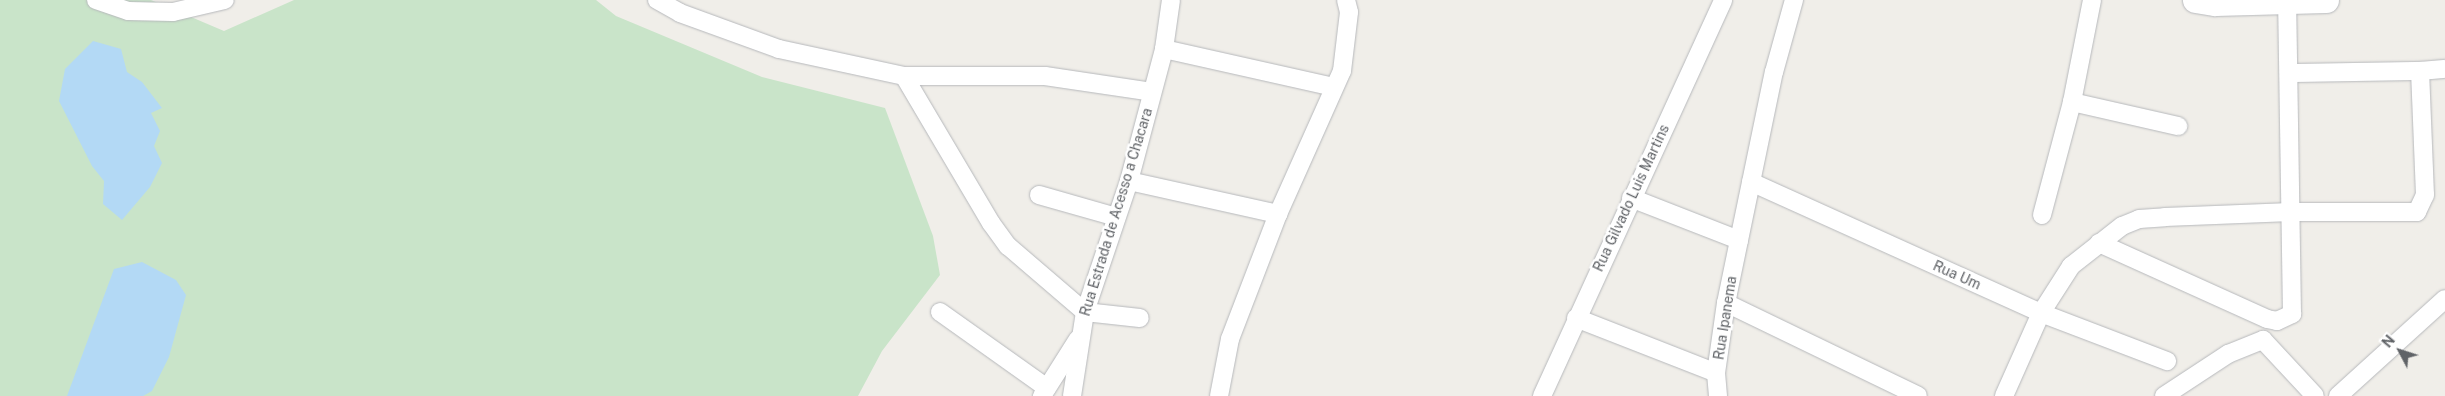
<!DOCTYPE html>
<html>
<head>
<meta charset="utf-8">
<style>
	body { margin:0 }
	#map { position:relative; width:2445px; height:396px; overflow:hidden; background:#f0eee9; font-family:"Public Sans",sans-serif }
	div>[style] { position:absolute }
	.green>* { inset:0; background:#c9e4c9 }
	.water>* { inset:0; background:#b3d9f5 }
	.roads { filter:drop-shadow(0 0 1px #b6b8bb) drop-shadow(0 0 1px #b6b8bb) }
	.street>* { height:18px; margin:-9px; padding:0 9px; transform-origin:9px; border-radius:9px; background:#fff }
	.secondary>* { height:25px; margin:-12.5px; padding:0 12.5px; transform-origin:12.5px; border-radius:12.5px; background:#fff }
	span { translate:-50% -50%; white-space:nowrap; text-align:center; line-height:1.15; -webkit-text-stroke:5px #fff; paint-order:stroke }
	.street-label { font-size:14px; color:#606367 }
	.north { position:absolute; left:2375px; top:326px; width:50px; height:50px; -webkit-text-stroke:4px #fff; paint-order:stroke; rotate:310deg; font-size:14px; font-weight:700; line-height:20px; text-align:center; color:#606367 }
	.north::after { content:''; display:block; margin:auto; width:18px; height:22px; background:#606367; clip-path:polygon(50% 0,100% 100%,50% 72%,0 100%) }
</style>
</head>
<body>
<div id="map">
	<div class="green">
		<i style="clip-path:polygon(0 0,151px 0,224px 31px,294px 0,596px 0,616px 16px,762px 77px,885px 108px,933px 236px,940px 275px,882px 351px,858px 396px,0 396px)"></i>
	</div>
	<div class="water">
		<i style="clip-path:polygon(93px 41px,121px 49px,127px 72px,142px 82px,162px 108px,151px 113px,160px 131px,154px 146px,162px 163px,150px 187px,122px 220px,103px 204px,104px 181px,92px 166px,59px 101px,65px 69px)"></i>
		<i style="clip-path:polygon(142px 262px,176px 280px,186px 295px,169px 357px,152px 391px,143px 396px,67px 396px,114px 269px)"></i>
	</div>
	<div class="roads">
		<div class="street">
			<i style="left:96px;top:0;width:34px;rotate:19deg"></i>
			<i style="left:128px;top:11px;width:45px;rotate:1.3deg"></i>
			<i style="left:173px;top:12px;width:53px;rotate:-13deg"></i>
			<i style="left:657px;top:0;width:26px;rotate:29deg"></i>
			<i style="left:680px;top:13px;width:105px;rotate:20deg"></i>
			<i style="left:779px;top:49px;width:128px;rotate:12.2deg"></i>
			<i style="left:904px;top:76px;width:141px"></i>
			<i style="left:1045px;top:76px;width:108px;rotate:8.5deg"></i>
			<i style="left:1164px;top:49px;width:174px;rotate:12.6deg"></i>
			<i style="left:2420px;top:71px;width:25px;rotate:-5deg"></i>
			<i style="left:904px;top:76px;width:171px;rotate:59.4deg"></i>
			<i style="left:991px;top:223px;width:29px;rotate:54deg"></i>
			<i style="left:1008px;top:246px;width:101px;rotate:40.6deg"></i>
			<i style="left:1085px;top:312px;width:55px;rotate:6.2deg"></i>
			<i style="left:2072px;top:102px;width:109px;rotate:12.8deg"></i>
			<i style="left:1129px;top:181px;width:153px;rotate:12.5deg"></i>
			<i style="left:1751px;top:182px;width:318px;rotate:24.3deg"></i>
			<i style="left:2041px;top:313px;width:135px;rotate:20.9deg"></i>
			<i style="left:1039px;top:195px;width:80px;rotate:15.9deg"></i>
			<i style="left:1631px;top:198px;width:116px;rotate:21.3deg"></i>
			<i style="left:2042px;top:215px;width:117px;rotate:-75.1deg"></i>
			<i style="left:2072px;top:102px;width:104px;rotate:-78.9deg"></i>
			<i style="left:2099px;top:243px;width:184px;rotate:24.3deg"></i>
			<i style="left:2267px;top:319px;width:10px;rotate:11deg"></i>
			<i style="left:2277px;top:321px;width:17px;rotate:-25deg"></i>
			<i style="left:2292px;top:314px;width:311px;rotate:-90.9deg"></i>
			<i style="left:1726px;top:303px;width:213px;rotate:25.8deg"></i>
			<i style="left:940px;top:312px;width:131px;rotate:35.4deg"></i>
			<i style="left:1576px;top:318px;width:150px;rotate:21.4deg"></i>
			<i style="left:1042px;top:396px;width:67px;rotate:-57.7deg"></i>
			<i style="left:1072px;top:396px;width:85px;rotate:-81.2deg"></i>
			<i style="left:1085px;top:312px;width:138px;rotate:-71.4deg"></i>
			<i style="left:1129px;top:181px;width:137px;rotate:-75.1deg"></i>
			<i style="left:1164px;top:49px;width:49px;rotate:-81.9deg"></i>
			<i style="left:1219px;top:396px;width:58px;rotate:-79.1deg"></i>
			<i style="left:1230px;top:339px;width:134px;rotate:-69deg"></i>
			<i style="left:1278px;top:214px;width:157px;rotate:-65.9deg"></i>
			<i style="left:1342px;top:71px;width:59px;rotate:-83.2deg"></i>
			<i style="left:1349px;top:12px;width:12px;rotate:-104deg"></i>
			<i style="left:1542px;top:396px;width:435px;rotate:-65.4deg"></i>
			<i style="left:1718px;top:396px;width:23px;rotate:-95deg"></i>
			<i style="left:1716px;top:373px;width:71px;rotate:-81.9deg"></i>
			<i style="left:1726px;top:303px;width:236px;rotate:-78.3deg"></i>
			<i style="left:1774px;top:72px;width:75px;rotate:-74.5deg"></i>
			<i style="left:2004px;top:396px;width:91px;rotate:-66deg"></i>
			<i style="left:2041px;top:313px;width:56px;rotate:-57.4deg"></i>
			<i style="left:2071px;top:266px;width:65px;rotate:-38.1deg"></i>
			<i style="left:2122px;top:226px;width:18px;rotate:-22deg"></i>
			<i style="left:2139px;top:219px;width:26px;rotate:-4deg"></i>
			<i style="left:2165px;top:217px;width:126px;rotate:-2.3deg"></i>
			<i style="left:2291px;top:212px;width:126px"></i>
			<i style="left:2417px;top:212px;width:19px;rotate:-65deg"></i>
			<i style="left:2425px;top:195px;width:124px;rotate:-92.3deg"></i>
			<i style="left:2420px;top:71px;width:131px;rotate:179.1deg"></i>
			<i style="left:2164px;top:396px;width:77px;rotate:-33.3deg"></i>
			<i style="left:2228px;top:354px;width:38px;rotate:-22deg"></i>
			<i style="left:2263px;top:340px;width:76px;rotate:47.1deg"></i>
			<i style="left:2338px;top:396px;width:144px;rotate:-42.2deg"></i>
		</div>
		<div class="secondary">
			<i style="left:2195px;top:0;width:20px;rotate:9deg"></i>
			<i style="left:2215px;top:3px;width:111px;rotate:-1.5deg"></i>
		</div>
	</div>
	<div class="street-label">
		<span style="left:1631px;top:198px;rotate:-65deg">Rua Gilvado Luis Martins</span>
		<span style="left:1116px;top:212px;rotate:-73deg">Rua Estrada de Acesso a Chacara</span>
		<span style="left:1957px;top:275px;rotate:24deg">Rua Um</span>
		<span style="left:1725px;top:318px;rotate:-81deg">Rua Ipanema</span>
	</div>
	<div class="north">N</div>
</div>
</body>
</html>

+-------+

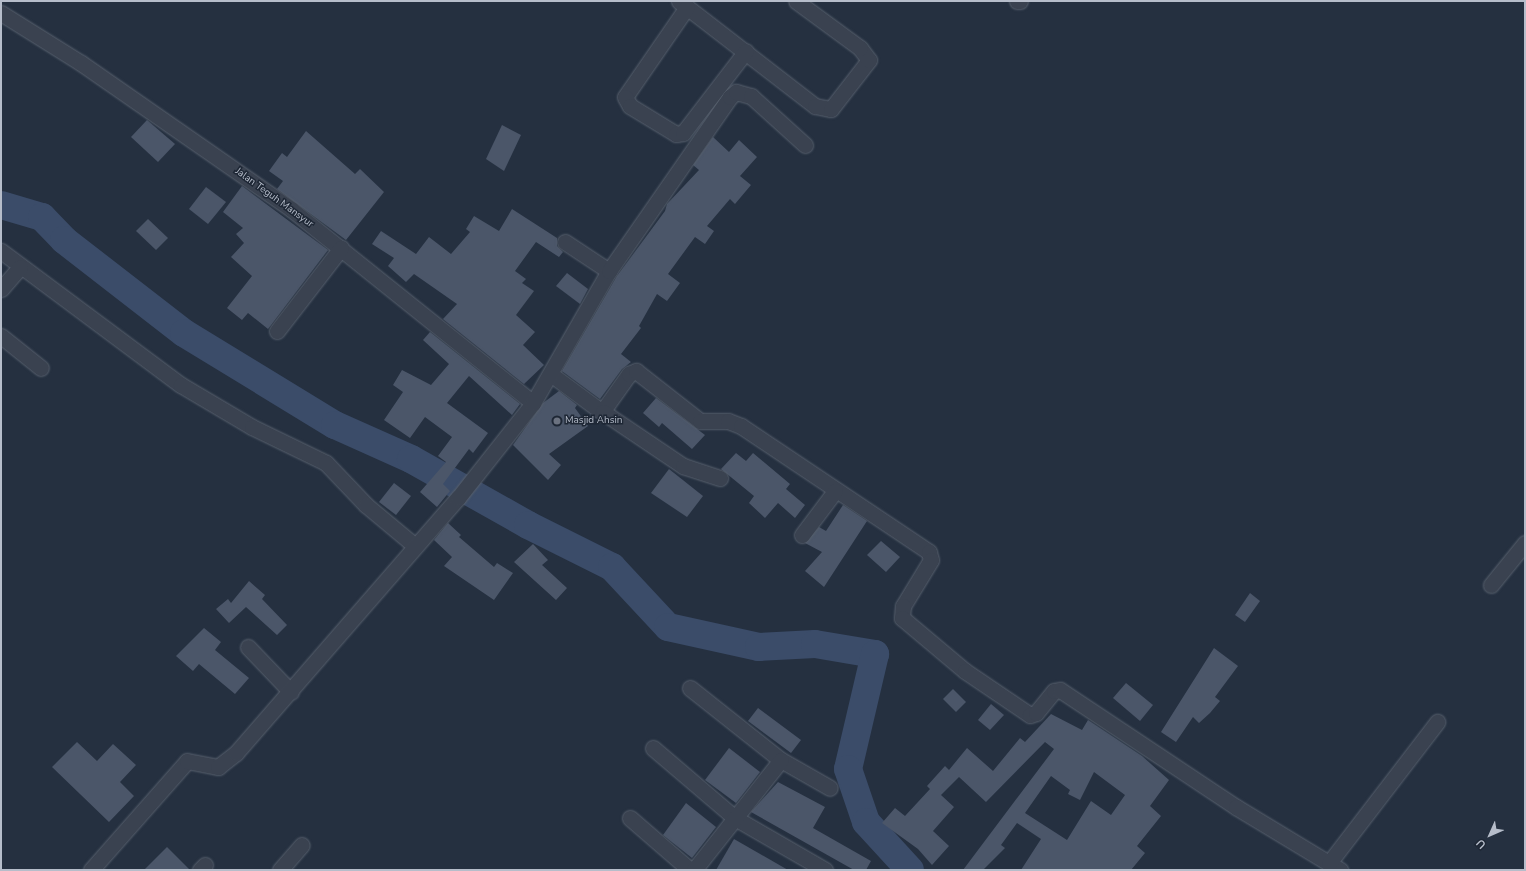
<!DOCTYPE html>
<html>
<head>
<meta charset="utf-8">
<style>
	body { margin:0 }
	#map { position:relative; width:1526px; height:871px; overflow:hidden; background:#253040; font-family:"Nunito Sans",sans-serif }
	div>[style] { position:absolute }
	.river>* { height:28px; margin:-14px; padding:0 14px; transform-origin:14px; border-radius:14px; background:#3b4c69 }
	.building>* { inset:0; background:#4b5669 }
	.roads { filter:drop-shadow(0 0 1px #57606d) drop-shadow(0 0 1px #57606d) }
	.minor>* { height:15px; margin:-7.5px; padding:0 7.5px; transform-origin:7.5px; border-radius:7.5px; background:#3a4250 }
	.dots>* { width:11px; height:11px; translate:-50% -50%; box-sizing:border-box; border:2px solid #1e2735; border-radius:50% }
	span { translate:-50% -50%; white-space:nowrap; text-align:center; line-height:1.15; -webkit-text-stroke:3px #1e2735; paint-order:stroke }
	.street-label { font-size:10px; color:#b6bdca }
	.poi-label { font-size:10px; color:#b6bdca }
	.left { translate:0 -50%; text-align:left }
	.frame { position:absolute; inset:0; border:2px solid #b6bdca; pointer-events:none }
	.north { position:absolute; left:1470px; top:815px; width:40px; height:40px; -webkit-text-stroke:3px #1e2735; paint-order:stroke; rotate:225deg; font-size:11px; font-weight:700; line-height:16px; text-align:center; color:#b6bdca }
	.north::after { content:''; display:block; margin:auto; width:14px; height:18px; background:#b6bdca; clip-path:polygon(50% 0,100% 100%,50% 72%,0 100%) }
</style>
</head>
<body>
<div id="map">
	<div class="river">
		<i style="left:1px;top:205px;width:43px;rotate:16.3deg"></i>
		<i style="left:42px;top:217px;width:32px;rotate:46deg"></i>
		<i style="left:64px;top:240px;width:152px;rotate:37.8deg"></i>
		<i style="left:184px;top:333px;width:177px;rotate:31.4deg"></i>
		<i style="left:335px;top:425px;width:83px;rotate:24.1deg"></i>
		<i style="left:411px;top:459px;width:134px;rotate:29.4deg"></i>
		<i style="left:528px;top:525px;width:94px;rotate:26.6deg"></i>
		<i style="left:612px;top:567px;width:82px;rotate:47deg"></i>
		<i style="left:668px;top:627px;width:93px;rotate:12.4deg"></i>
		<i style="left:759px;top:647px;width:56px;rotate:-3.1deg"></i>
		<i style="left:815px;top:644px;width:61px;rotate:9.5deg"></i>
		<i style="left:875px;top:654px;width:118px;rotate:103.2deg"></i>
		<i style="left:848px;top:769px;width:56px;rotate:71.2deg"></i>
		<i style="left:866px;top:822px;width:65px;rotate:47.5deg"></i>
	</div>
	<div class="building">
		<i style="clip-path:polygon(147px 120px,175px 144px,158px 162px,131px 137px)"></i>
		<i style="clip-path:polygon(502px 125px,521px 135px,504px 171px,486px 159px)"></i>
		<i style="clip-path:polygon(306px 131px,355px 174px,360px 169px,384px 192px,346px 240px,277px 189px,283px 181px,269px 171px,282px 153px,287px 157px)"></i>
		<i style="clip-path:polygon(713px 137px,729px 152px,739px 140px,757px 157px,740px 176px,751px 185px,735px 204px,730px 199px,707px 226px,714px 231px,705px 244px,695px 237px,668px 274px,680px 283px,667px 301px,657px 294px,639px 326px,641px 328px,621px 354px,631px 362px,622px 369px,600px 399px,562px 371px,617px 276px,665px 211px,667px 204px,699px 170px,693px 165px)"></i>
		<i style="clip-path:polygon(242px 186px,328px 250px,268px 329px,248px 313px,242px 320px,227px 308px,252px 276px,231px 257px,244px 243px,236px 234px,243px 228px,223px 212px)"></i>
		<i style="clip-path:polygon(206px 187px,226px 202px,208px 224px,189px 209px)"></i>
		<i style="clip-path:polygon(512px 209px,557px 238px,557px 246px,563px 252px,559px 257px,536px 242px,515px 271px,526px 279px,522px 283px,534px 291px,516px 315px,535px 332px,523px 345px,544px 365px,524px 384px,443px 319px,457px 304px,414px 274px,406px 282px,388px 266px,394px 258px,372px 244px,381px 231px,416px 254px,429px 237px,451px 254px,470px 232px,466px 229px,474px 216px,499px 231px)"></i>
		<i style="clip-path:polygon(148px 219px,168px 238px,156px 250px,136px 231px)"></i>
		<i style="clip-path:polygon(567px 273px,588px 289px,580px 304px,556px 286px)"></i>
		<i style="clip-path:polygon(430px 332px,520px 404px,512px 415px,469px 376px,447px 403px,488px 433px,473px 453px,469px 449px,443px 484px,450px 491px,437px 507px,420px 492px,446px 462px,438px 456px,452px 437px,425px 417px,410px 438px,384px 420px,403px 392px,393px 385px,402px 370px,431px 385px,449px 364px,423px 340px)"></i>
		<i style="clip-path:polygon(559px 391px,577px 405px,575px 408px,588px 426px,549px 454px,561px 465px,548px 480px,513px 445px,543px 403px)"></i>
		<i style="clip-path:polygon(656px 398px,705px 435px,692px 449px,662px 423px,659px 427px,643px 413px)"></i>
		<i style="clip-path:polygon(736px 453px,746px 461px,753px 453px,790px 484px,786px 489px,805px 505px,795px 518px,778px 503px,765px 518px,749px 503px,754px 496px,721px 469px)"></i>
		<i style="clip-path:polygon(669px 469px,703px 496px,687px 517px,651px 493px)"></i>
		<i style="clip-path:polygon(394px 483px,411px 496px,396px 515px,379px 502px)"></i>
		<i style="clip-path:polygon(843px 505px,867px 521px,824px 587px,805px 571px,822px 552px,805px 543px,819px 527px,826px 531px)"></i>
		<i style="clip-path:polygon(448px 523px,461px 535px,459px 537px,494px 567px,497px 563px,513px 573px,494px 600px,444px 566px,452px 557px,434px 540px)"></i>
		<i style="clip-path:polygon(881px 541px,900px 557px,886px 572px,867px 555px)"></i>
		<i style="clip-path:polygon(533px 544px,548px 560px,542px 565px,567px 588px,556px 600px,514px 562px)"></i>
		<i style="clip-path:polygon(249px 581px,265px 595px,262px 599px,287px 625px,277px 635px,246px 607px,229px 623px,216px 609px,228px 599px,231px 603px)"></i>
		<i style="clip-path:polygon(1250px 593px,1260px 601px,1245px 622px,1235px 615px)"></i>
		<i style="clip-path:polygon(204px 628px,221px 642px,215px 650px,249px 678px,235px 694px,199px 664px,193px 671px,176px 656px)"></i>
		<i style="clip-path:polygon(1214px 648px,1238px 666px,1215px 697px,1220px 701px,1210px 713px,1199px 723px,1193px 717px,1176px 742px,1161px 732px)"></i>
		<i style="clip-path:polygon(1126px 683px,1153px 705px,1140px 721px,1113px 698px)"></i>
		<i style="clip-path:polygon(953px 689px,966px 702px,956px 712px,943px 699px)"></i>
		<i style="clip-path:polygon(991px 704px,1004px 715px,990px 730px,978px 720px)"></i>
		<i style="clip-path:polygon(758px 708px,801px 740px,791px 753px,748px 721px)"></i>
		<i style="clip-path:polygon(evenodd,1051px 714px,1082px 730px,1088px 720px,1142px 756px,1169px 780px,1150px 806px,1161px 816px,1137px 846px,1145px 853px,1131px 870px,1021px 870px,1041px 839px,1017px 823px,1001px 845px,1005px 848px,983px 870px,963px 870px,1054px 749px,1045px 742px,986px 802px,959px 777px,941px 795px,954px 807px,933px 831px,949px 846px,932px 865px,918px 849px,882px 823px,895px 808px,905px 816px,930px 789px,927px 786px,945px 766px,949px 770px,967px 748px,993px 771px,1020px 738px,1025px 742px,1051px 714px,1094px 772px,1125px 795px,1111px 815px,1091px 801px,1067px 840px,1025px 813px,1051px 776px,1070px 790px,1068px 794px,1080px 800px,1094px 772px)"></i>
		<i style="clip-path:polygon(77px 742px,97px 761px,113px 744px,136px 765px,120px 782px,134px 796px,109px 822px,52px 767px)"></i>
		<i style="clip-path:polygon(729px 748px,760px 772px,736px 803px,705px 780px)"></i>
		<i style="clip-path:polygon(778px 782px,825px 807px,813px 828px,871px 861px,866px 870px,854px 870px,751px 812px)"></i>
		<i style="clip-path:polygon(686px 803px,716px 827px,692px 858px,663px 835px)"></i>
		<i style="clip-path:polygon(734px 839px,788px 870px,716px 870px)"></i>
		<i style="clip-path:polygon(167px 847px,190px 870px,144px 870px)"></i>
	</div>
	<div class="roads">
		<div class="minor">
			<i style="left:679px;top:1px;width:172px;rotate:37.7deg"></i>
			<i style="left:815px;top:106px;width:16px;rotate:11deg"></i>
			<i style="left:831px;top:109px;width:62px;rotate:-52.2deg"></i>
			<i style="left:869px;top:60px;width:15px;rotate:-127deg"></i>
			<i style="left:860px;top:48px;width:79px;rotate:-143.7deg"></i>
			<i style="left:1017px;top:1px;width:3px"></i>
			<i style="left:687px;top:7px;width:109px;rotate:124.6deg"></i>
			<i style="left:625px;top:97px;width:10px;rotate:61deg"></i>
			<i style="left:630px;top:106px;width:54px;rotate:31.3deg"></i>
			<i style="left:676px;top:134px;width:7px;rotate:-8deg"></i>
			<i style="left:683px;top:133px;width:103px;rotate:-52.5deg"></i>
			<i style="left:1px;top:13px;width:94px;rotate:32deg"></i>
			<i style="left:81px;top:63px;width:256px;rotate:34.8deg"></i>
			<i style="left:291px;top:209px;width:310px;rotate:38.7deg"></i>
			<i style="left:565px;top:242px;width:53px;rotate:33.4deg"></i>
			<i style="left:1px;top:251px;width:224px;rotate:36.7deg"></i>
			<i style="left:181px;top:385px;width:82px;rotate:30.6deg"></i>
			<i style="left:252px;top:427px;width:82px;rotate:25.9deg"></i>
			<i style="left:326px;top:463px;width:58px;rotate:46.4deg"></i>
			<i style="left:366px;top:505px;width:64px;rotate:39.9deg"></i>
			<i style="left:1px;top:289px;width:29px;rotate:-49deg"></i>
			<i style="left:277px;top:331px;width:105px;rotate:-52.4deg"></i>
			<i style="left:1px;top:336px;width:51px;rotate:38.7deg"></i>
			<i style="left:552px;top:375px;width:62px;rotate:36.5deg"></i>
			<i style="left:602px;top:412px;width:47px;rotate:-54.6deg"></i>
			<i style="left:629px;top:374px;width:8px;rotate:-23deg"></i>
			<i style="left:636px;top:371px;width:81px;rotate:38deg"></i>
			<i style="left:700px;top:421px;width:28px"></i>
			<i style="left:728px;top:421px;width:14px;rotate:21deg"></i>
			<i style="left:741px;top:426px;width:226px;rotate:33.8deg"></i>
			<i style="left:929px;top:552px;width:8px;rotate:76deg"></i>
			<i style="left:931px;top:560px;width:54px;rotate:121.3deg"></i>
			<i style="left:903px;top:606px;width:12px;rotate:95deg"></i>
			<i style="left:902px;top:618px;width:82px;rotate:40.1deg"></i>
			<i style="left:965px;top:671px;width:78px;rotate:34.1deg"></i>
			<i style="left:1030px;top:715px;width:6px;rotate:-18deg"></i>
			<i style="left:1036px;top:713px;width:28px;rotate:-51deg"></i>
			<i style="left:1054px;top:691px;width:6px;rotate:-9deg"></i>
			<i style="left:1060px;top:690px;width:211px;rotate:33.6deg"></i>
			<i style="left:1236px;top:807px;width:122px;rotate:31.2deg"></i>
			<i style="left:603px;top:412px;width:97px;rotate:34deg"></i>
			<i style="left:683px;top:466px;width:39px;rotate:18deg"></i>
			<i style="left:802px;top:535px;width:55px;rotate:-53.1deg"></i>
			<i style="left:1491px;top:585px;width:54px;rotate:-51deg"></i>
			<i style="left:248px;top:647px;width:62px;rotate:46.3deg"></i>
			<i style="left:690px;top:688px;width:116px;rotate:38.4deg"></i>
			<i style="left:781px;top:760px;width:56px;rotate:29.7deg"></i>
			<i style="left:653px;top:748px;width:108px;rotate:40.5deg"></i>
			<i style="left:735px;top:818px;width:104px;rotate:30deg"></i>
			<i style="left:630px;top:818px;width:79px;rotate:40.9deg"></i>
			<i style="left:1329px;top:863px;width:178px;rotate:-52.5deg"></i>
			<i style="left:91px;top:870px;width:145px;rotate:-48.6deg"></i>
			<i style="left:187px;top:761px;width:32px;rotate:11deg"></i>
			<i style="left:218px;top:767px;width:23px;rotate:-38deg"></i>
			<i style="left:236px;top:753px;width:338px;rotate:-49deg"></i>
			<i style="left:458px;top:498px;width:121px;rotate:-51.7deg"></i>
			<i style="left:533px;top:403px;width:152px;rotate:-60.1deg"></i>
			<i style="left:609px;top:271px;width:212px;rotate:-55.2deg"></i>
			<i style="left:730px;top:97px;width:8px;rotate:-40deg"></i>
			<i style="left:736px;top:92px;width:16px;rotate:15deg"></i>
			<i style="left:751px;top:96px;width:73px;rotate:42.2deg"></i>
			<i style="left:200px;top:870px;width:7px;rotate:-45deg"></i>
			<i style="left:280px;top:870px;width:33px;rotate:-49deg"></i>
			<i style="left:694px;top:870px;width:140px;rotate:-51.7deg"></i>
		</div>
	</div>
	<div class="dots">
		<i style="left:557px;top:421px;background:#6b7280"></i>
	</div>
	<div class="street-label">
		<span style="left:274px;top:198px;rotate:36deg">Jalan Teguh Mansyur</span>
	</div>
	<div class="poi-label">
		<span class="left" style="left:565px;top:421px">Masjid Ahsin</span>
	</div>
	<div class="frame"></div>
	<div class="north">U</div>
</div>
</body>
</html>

+-------+

◆ WORK ITEM
In the listing above, find the line containing "position:relative; width:1526px; height:871px;" and the line containing "1px #57606d) drop-shadow(0". Output them and every line between, exactly, and nothing else.

◆ ANSWER SPACE
	#map { position:relative; width:1526px; height:871px; overflow:hidden; background:#253040; font-family:"Nunito Sans",sans-serif }
	div>[style] { position:absolute }
	.river>* { height:28px; margin:-14px; padding:0 14px; transform-origin:14px; border-radius:14px; background:#3b4c69 }
	.building>* { inset:0; background:#4b5669 }
	.roads { filter:drop-shadow(0 0 1px #57606d) drop-shadow(0 0 1px #57606d) }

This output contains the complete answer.